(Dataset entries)
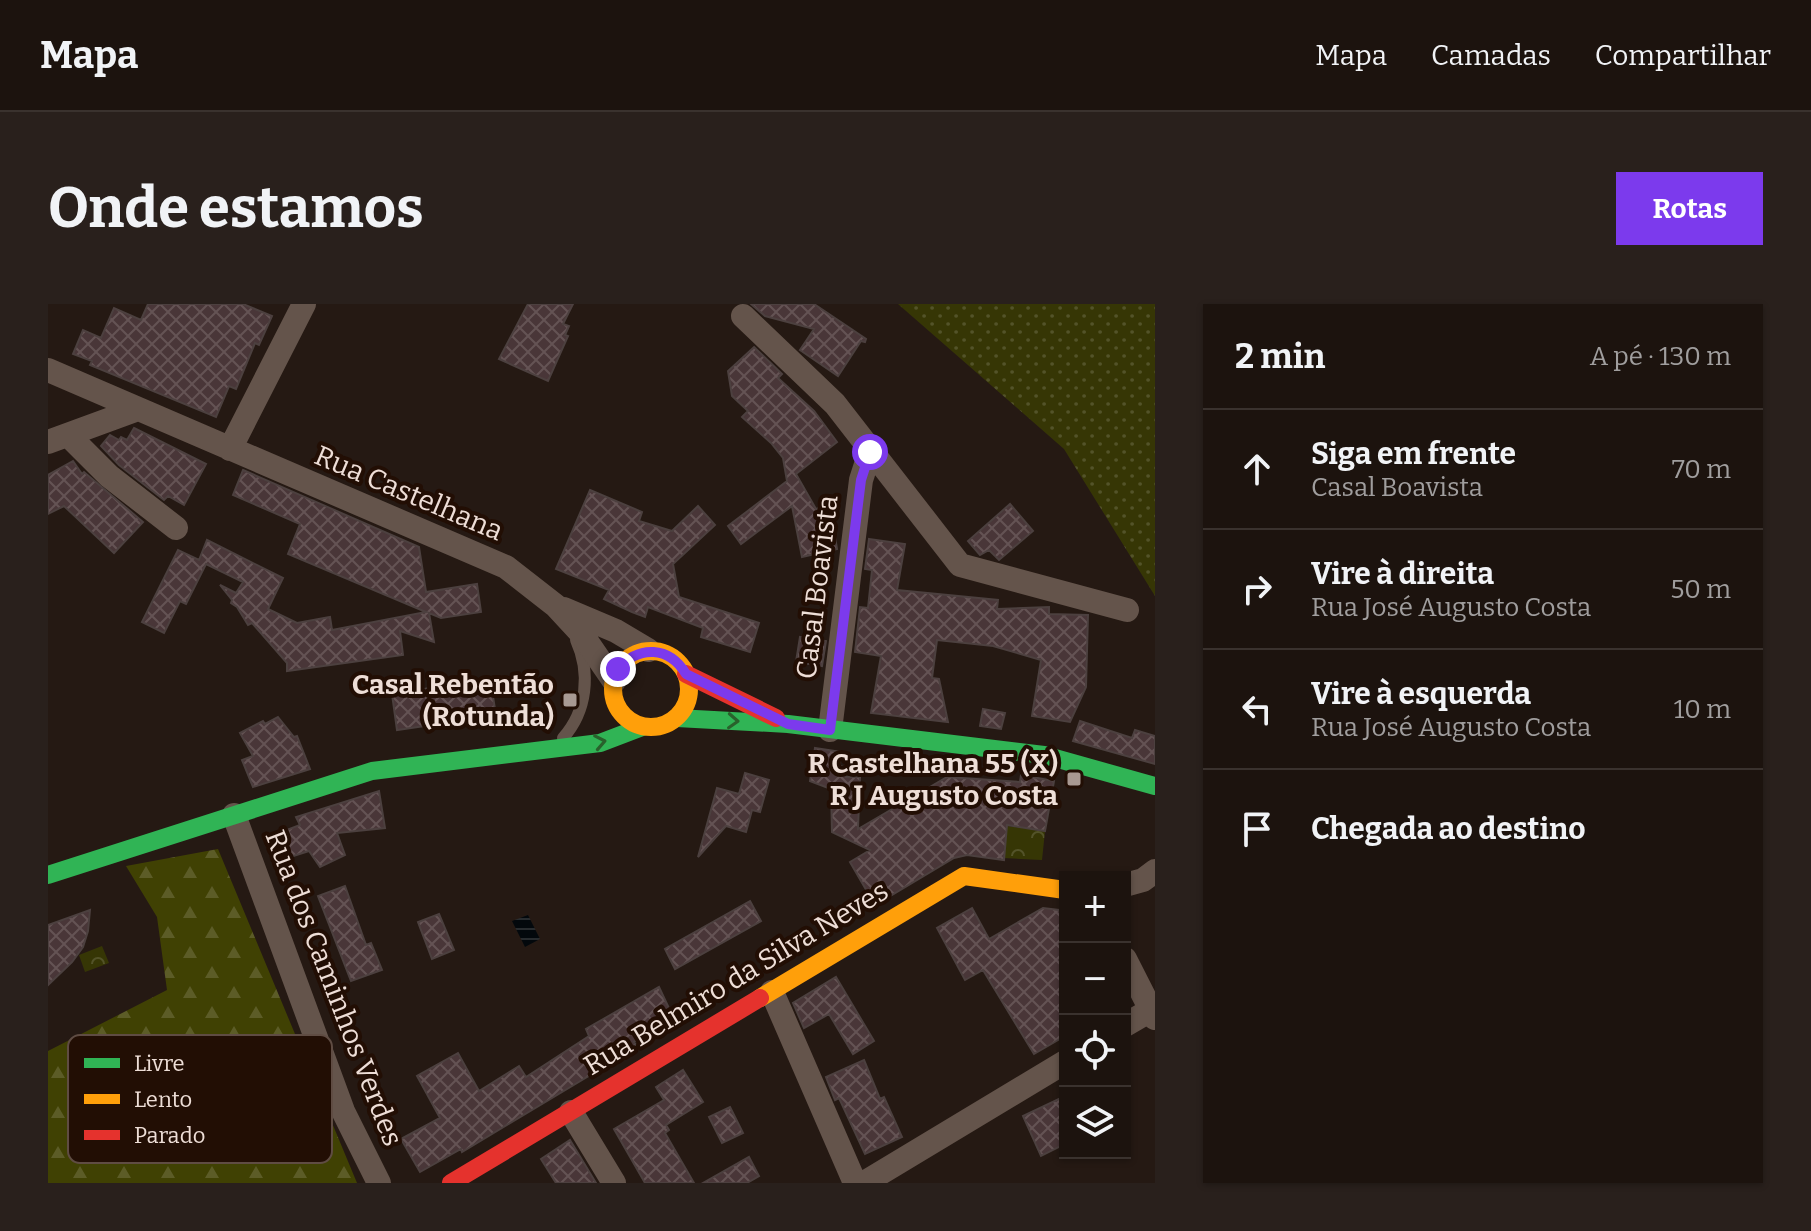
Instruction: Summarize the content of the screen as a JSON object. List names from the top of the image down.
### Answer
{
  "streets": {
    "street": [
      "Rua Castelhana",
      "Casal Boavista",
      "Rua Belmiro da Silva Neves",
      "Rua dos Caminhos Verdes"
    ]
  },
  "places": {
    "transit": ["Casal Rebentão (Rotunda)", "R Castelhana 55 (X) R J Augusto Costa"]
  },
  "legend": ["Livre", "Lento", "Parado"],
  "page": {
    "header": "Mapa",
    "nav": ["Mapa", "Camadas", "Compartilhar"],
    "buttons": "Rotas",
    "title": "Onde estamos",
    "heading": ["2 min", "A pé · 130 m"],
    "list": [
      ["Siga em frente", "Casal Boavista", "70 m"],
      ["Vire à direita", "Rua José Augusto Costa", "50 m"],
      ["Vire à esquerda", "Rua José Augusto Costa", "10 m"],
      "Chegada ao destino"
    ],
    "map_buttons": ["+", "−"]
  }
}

Description of the task: Return the records above exactly as written. Do not include their images.

Answer below:
Instruction: Summarize the content of the screen as a JSON object. List names from the top of the image down.
### Answer
{
  "streets": {
    "street": [
      "Rua Castelhana",
      "Casal Boavista",
      "Rua Belmiro da Silva Neves",
      "Rua dos Caminhos Verdes"
    ]
  },
  "places": {
    "transit": ["Casal Rebentão (Rotunda)", "R Castelhana 55 (X) R J Augusto Costa"]
  },
  "legend": ["Livre", "Lento", "Parado"],
  "page": {
    "header": "Mapa",
    "nav": ["Mapa", "Camadas", "Compartilhar"],
    "buttons": "Rotas",
    "title": "Onde estamos",
    "heading": ["2 min", "A pé · 130 m"],
    "list": [
      ["Siga em frente", "Casal Boavista", "70 m"],
      ["Vire à direita", "Rua José Augusto Costa", "50 m"],
      ["Vire à esquerda", "Rua José Augusto Costa", "10 m"],
      "Chegada ao destino"
    ],
    "map_buttons": ["+", "−"]
  }
}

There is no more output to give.